=== Material shown ===

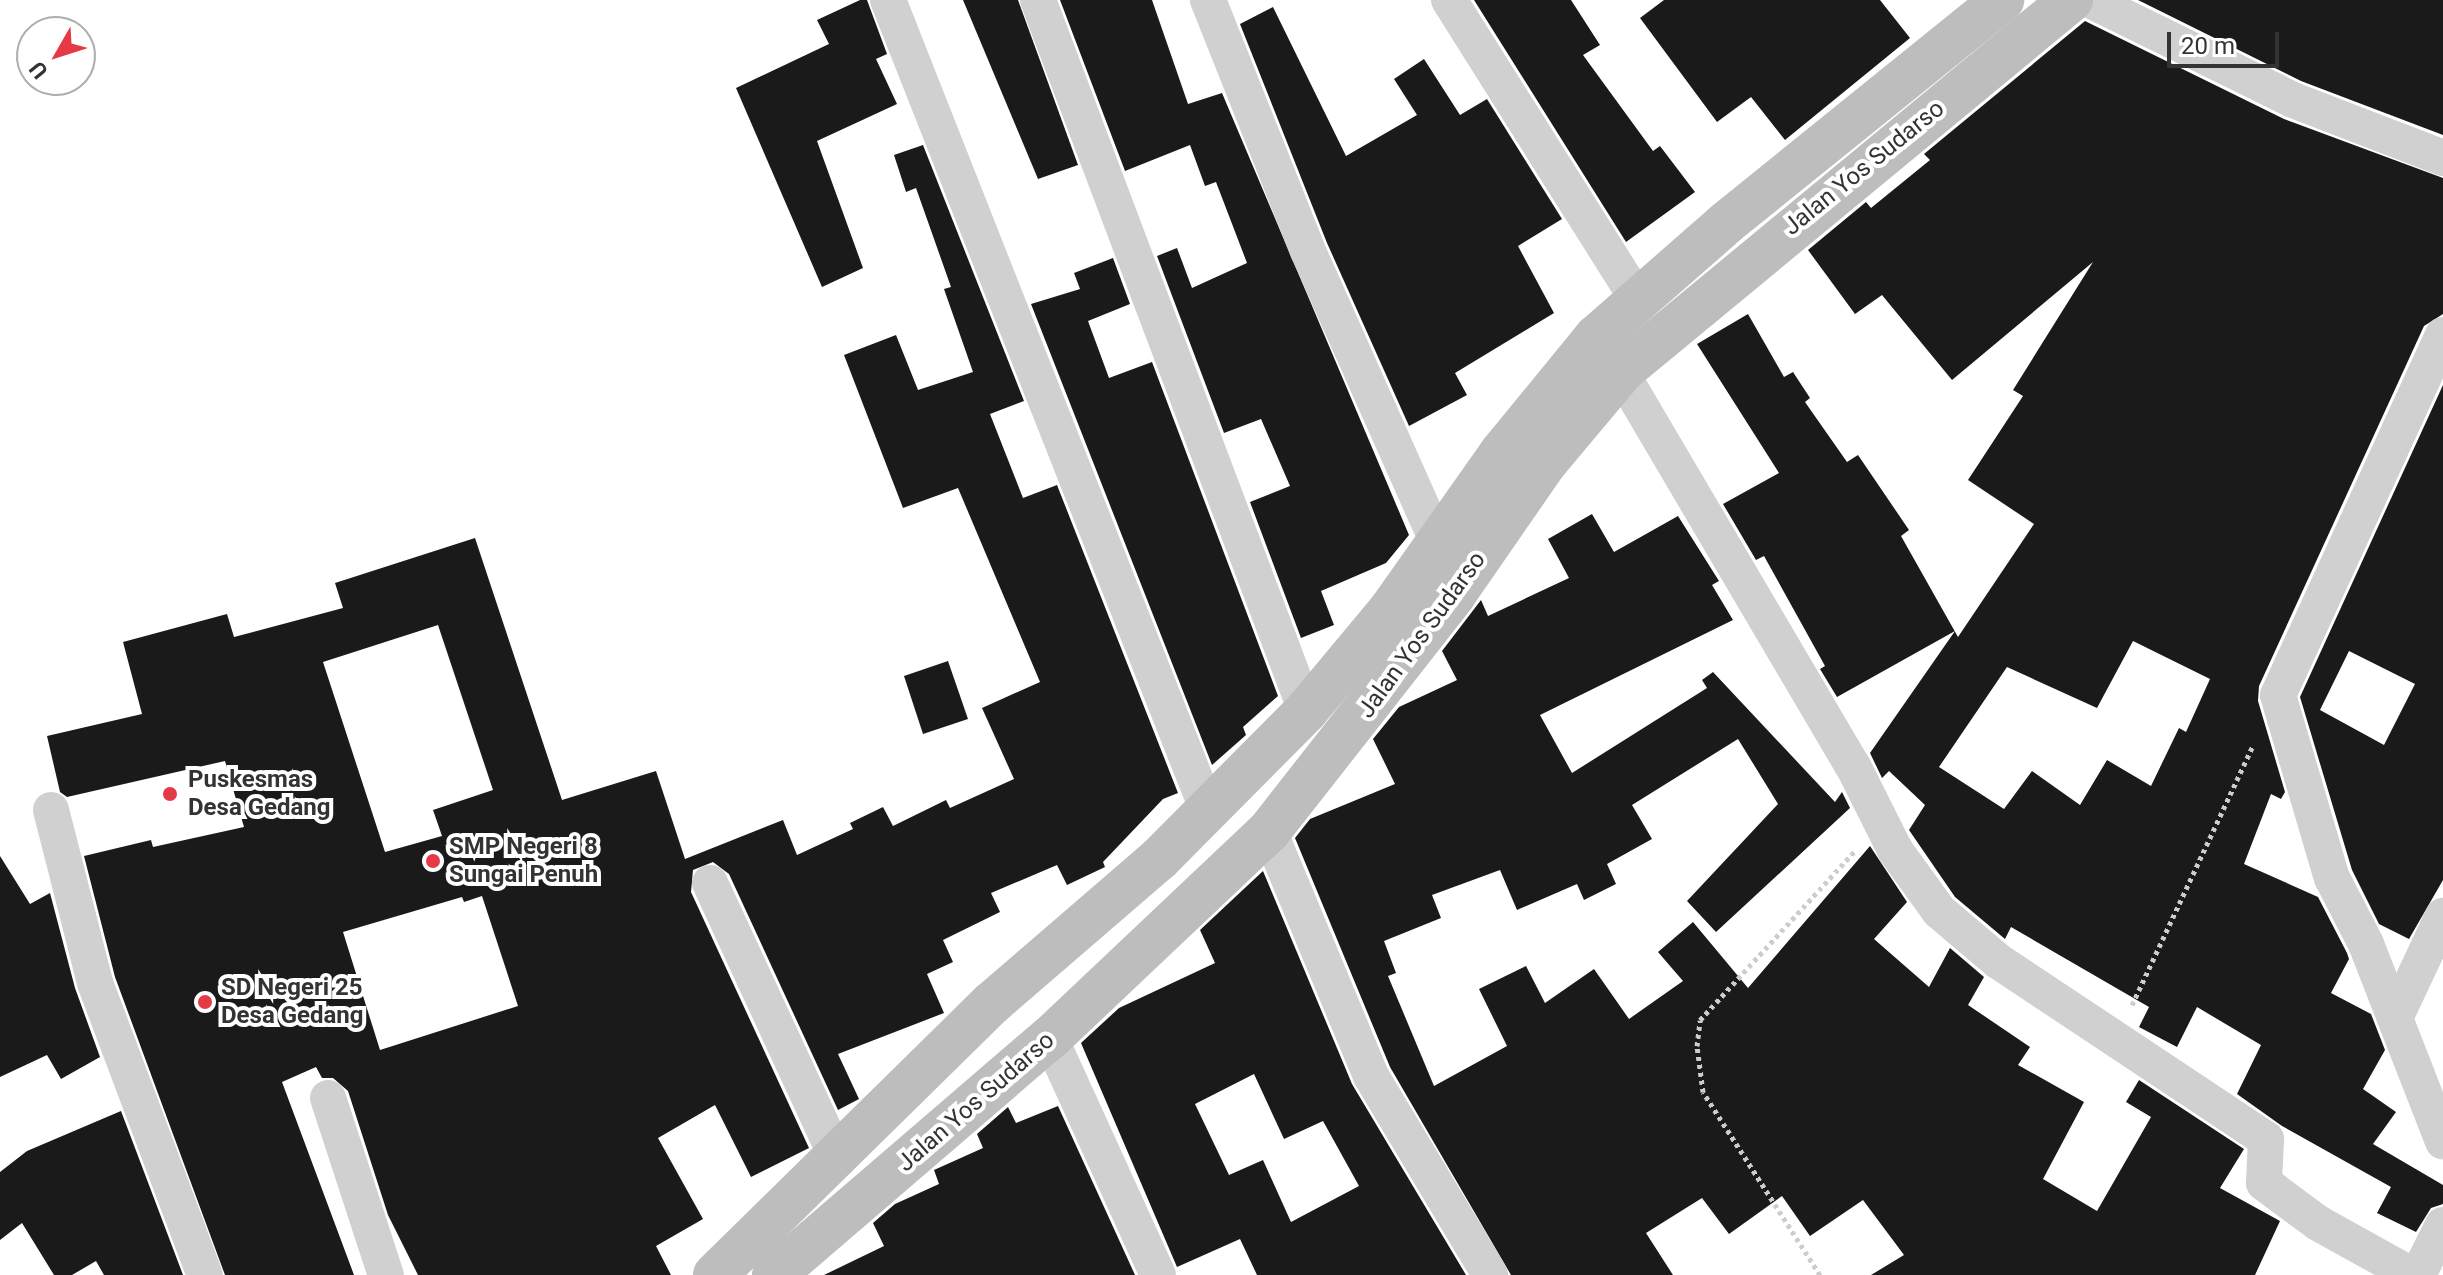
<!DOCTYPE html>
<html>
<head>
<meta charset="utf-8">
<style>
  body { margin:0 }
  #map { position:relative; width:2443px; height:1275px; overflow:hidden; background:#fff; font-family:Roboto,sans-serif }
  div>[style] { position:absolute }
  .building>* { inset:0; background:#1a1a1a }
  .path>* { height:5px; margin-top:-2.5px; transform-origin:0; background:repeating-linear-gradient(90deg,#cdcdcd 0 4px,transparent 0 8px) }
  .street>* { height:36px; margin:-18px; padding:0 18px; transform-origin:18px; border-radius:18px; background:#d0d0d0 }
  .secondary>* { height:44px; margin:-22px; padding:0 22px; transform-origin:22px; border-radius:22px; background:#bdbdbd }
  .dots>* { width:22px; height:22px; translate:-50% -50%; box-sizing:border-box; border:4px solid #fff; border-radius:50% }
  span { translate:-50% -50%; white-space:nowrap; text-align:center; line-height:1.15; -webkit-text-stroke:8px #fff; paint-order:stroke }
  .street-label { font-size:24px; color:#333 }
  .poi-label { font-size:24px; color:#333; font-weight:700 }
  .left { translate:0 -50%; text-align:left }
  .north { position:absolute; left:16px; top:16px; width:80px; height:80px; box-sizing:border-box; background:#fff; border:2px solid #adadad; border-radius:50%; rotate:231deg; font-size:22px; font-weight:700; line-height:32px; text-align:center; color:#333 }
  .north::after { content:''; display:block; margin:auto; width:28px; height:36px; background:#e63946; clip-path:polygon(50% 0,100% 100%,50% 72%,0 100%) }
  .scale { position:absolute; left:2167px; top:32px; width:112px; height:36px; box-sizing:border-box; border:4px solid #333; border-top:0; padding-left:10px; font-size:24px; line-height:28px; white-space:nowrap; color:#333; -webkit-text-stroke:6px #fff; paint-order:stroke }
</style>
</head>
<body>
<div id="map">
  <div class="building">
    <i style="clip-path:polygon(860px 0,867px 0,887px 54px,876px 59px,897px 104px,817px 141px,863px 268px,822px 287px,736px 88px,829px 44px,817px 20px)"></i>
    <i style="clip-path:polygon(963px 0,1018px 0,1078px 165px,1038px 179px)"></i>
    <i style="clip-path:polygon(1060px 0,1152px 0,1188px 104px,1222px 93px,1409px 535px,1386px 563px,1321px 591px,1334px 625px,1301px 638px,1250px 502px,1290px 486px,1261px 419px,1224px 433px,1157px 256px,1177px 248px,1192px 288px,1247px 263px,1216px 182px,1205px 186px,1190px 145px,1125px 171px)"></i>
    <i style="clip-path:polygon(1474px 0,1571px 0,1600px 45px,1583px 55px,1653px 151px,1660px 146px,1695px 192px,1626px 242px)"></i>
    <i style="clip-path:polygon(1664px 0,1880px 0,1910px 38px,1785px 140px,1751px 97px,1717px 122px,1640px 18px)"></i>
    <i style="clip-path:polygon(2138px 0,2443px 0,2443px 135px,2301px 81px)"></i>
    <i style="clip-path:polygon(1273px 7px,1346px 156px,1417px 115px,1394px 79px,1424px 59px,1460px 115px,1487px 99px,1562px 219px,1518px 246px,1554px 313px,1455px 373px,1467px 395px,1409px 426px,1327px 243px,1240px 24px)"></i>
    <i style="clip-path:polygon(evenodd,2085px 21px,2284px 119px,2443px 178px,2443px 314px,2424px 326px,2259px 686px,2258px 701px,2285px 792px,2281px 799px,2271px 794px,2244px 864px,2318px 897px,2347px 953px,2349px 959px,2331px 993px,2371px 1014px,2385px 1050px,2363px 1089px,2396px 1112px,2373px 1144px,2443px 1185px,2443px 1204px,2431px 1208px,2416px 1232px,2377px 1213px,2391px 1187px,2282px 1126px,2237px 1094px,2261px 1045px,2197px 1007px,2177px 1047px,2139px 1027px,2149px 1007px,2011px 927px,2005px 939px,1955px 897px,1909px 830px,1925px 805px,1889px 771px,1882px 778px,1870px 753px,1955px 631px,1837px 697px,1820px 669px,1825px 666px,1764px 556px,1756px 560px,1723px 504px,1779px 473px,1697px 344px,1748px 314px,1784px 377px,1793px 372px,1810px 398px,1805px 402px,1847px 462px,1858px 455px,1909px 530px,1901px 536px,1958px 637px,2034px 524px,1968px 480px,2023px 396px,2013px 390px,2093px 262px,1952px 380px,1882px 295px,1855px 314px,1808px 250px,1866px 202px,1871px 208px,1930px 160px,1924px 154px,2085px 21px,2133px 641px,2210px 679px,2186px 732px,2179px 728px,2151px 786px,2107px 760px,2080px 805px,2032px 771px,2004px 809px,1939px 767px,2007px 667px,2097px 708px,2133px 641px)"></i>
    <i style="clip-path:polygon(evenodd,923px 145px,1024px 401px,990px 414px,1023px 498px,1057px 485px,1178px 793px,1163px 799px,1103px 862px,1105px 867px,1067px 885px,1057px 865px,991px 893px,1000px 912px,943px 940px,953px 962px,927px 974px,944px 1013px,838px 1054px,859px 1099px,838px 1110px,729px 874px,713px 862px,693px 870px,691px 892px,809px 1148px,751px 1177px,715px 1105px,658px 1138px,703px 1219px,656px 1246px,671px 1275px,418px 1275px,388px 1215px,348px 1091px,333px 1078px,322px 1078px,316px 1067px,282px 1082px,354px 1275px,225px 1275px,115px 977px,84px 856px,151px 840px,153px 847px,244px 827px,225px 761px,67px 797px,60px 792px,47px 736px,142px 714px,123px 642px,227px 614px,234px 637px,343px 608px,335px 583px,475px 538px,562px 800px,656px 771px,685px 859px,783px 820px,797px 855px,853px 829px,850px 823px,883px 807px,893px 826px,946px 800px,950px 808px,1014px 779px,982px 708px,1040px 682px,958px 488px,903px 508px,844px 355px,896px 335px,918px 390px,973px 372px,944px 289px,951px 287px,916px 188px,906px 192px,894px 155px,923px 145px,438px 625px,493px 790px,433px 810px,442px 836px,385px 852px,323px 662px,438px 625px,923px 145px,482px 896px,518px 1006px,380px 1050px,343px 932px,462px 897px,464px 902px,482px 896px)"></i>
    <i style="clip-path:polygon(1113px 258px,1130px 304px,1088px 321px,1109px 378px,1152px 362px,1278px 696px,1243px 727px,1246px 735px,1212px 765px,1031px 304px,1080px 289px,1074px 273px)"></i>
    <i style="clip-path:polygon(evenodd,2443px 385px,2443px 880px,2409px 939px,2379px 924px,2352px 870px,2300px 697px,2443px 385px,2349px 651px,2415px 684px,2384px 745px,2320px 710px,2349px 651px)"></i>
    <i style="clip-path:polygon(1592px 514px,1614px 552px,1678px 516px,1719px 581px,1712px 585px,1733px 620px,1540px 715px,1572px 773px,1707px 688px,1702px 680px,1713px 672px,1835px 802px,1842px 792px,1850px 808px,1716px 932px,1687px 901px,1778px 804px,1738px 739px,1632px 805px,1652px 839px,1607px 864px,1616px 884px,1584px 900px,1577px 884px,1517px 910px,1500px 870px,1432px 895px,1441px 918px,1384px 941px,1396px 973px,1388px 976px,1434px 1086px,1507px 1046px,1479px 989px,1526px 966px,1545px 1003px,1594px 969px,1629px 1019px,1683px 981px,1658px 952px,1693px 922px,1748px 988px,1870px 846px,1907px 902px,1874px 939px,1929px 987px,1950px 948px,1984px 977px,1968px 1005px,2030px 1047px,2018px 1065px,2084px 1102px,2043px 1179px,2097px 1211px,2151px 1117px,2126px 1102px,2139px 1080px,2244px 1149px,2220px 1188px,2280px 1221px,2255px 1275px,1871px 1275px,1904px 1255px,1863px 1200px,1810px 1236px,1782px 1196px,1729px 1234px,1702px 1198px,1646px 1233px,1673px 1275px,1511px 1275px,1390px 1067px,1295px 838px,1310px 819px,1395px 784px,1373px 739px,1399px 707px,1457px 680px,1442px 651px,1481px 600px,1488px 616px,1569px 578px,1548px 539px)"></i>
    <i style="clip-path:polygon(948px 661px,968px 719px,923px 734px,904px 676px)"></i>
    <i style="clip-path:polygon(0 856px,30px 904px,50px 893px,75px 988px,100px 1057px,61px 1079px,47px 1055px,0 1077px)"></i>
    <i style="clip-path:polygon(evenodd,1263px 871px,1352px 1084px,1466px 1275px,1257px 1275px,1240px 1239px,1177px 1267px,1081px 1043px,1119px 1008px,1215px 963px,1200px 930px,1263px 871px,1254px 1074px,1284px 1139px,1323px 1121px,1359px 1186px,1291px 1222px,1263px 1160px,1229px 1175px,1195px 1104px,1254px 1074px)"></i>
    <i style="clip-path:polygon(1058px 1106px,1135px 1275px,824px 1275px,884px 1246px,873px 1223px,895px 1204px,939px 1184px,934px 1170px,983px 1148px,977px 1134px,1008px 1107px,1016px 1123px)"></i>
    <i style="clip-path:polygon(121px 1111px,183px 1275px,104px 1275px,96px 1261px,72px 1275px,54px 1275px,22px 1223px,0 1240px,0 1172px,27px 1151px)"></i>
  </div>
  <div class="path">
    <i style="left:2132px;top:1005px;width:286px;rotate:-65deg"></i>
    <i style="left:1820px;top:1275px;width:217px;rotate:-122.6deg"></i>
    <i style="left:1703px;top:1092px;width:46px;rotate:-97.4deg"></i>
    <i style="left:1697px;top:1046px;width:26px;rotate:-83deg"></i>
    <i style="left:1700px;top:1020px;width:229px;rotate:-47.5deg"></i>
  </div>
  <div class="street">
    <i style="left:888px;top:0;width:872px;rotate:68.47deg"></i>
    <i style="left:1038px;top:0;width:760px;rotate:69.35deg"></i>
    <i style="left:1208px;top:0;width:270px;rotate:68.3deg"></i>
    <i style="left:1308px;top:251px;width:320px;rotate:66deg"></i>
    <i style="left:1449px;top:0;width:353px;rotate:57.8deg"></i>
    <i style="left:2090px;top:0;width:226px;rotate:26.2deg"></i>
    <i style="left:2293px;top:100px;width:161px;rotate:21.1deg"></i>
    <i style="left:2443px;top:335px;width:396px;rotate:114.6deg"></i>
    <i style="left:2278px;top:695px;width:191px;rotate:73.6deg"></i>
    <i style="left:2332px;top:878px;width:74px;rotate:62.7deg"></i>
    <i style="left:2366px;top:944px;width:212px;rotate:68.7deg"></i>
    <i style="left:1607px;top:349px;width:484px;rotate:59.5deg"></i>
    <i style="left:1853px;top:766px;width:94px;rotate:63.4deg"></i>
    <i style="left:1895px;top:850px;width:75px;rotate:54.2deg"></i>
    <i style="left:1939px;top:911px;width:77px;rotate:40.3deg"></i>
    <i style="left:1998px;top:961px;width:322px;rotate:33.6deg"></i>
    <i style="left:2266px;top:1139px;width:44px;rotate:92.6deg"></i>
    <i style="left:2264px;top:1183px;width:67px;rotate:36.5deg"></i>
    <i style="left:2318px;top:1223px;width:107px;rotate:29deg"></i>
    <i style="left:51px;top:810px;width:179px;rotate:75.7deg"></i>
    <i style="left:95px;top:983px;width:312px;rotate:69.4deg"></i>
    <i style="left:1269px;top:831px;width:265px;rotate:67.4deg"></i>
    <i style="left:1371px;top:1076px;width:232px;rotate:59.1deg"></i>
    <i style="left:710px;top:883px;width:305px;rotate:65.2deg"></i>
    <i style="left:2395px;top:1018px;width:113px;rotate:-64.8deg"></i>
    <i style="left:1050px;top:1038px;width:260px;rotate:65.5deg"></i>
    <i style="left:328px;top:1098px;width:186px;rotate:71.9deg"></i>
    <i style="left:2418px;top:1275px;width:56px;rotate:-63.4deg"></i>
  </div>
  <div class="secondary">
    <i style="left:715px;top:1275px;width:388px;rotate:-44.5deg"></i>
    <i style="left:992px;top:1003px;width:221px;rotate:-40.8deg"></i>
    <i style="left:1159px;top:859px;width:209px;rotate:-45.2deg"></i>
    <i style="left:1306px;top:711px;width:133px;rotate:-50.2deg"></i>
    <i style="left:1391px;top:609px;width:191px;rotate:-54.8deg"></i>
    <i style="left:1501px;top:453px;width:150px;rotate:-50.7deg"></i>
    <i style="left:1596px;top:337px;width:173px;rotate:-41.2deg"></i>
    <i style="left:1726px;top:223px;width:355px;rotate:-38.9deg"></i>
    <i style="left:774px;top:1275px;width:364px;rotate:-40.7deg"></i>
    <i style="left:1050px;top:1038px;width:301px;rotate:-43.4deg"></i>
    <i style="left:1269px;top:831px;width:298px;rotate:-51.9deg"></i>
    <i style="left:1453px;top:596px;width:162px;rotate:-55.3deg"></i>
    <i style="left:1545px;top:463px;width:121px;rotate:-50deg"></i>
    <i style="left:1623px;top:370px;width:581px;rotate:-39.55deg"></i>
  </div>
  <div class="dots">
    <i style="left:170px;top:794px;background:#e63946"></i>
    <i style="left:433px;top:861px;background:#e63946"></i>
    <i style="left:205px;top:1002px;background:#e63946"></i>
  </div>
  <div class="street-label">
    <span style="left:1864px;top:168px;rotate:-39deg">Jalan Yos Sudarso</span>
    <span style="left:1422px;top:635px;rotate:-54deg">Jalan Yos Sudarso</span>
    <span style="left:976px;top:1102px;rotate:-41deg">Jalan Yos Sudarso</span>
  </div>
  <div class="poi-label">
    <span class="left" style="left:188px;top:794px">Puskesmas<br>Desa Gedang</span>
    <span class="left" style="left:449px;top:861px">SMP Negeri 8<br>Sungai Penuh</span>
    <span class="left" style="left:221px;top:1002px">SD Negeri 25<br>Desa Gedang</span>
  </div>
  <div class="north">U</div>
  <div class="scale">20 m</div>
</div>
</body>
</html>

===

[About this exercise] Looking at the entries above, say how many lines hold the word "street". Offer no other text.

[Output for this task] 4